NPCA submitted the following position to members of the Senate Committee on Environment and Public Works ahead of hearings scheduled for the week on May 15, 2017.
NPCA shared the following recommendations related to addressing the serious infrastructure needs of the national parks.
The National Park System, second only to the Department of Defense in the amount of infrastructure it manages, is at the pinnacle of this country’s heritage preservation and, not to mention, tourist attractions. Caring for these many resources requires consistent and sufficient funding. Unfortunately, the park service has not been receiving this funding and currently there is an $11.9 billion backlog of overdue repairs facing the parks.
The overdue repairs have taken a toll on everything from the safety of park roads, bridges, and water systems, to the protection of historic artifacts, challenging the Park Service’s ability to provide enjoyable experiences for park visitors. In FY15, the latest year for which reliable numbers are available, the park service needed $820 million just to keep the backlog from growing, but received only $473 million, or 58 cents for every dollar the agency needed just to keep the problem from growing worse.
Complicating the challenge of fixing deteriorating infrastructure is the surge in park visitation. National parks saw a 7% increase and received more than 330 million visits in 2016 that generated $32 billion for the U.S. economy in 2015. For every dollar Congress invests in the National Park Service, $10 is returned to the American economy, with much of that money directly benefiting parks’ gateway communities.
National park transportation infrastructure is wholly the responsibility of the federal government and deserves and depends upon robust federal funding. It also should be first in line for any new funding that is generated by the federal government. Many innovative financing options are being put forward to pay for fixing this nation’s infrastructure. It is critical that the final mix includes options that are applicable to national parks and other public lands. Below are some options that are being discussed and their applicability to national parks:
Public-Private Partnerships – The National Park Service already uses public-private partnerships in its concession management agreements. Some types of PPP agreements, such as leasebacks, are simply not appropriate for national parks because they would allow private entities to own parts of national parks.

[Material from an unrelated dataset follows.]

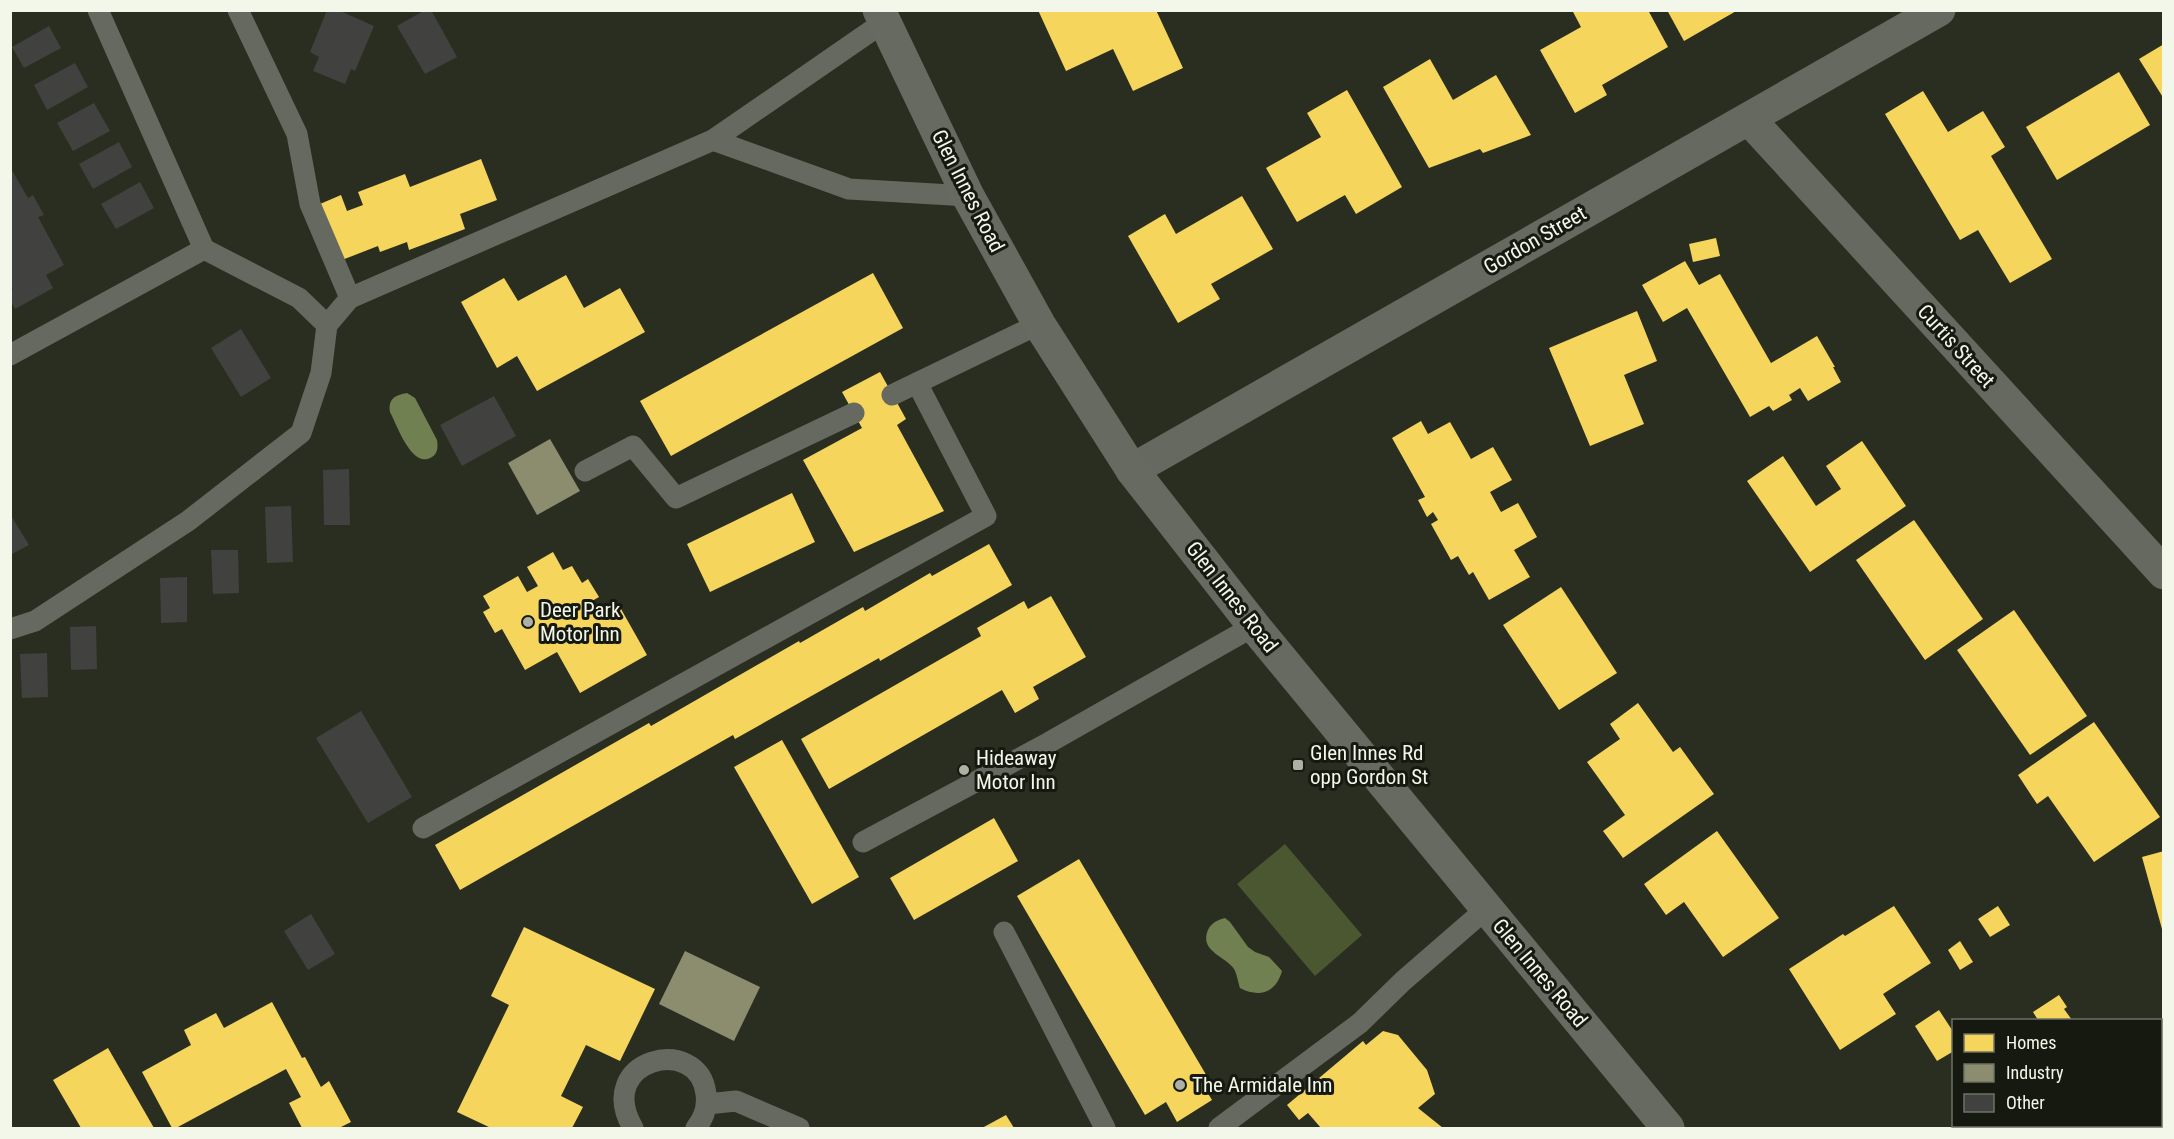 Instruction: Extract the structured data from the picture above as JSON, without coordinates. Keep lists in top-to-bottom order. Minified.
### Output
{"streets":{"main road":["Glen Innes Road"],"street":["Gordon Street","Curtis Street"]},"crossings":[["Glen Innes Road","Gordon Street"],["Gordon Street","Curtis Street"]],"places":{"other":["Deer Park Motor Inn","Hideaway Motor Inn","The Armidale Inn"],"transit":["Glen Innes Rd opp Gordon St"]},"legend":["Homes","Industry","Other"]}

Tolling – Tolling is currently prohibited in national parks through the Federal Lands Recreation Enhancement Act of 1996. With the exception of the five national parkways in the greater Washington, DC area (Baltimore-Washington, George Washington Memorial, Clara Barton, Rock Creek, Suitland) that largely serve as commuter routes, the seasonal and limited volume on most park roads would not make tolling cost-effective.

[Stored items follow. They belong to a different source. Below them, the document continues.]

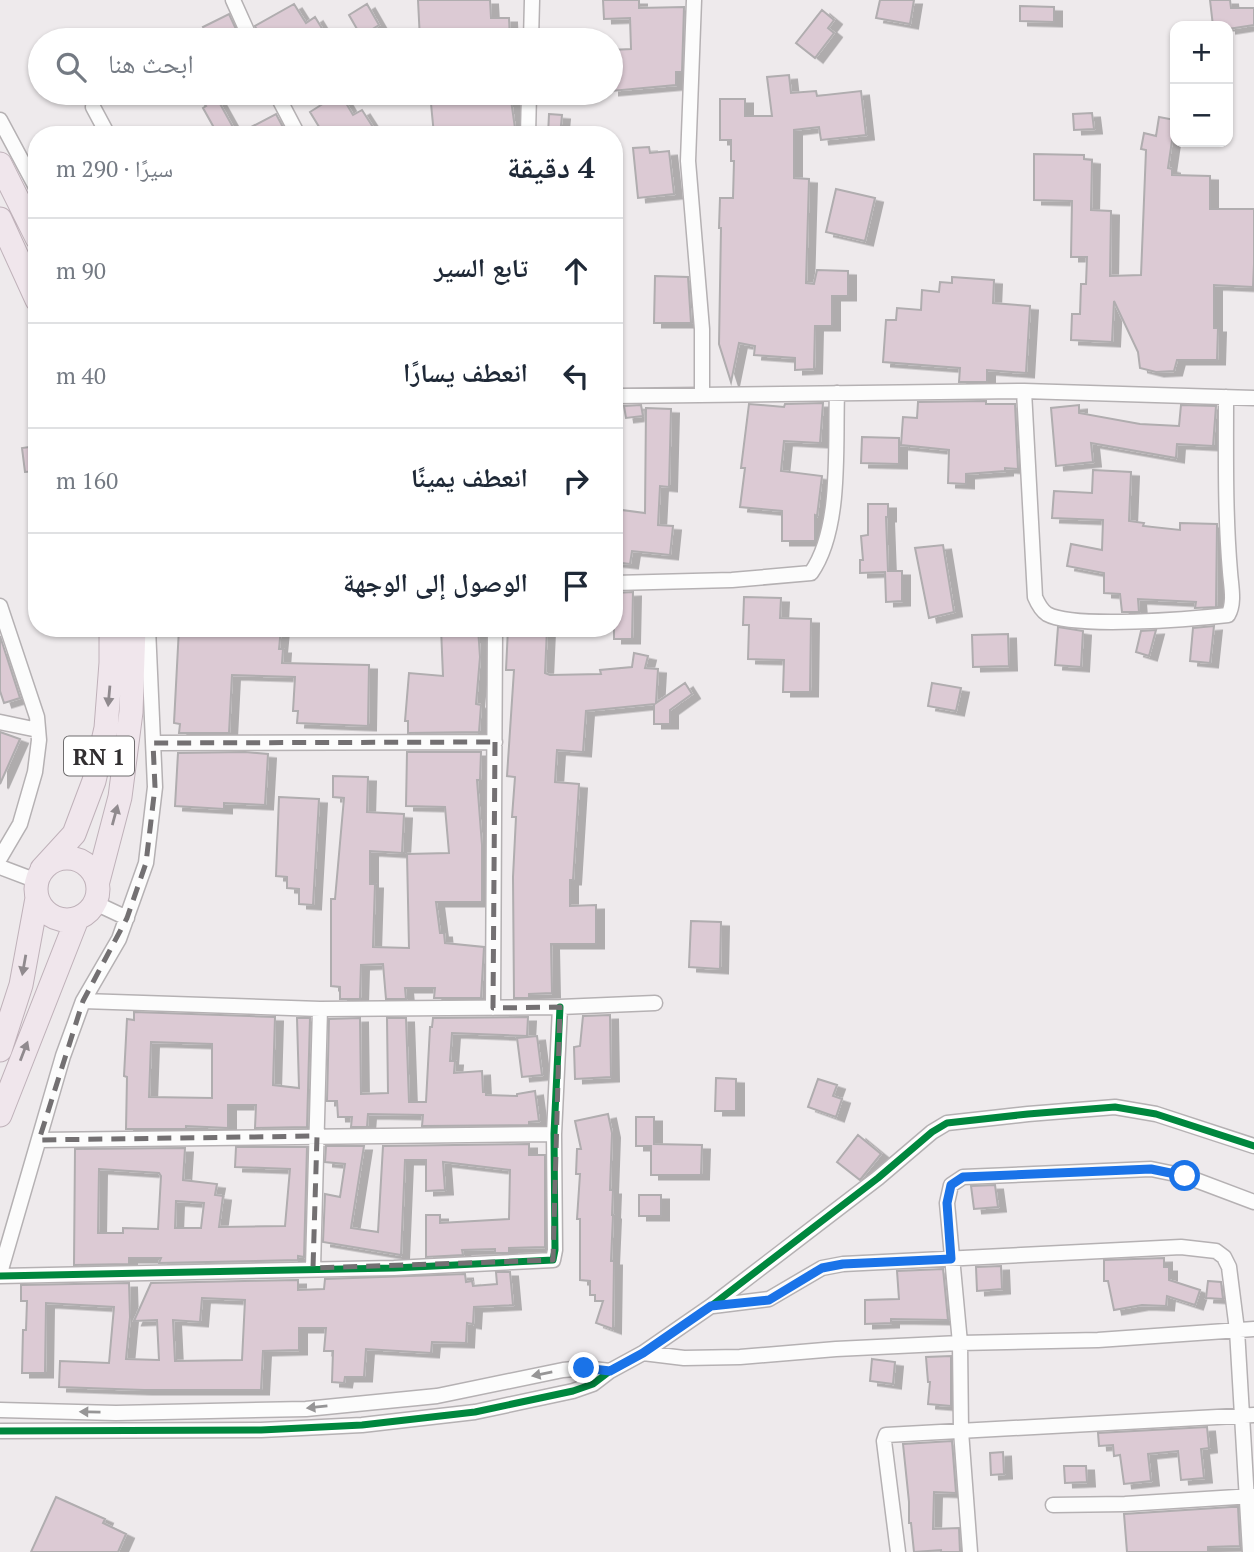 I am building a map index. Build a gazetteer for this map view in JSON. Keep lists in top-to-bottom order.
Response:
{
  "streets": {
    "highway": ["RN 1"]
  },
  "page": {
    "map_buttons": ["+", "−"],
    "search": "ابحث هنا",
    "heading": ["4 دقيقة", "سيرًا · 290 m"],
    "list": [
      ["تابع السير", "90 m"],
      ["انعطف يسارًا", "40 m"],
      ["انعطف يمينًا", "160 m"],
      "الوصول إلى الوجهة"
    ]
  }
}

Historic Leasing – Leases of historically significant park properties lighten the load on the National Park Services for maintaining historic buildings. Additionally, entering into long-term leases of 60 years provides an incentive for a lessee to utilize the historic tax credit and invest in restoration, preservation, and maintenance of an historic properties.
There are a number of other important considerations to keep in mind when structuring an infrastructure revitalization program that will benefit parks.
Prioritize critical projects—those that will preserve a resource, improve visitor safety or result in significant cost savings in the future.
Allow multi-year proposals and provide funding for planning and project development. Lack of sufficient funding over the years has resulted in minimal long-range planning and permitting. Plans and other documentation associated with projects often become outdated and are not developed unless construction funding is guaranteed. Any national park infrastructure revitalization program will need to provide funding for planning and permitting so that the projects of greatest need can be addressed, not simply the ones that are “shovel-ready.” This is especially true for the “mega” projects, such as the renovation of the Arlington Memorial Bridge, whose planning and permitting alone will require millions of dollars. These projects are particularly important for inclusion because annual funding streams are vastly insufficient to cover these projects even over the course of several years.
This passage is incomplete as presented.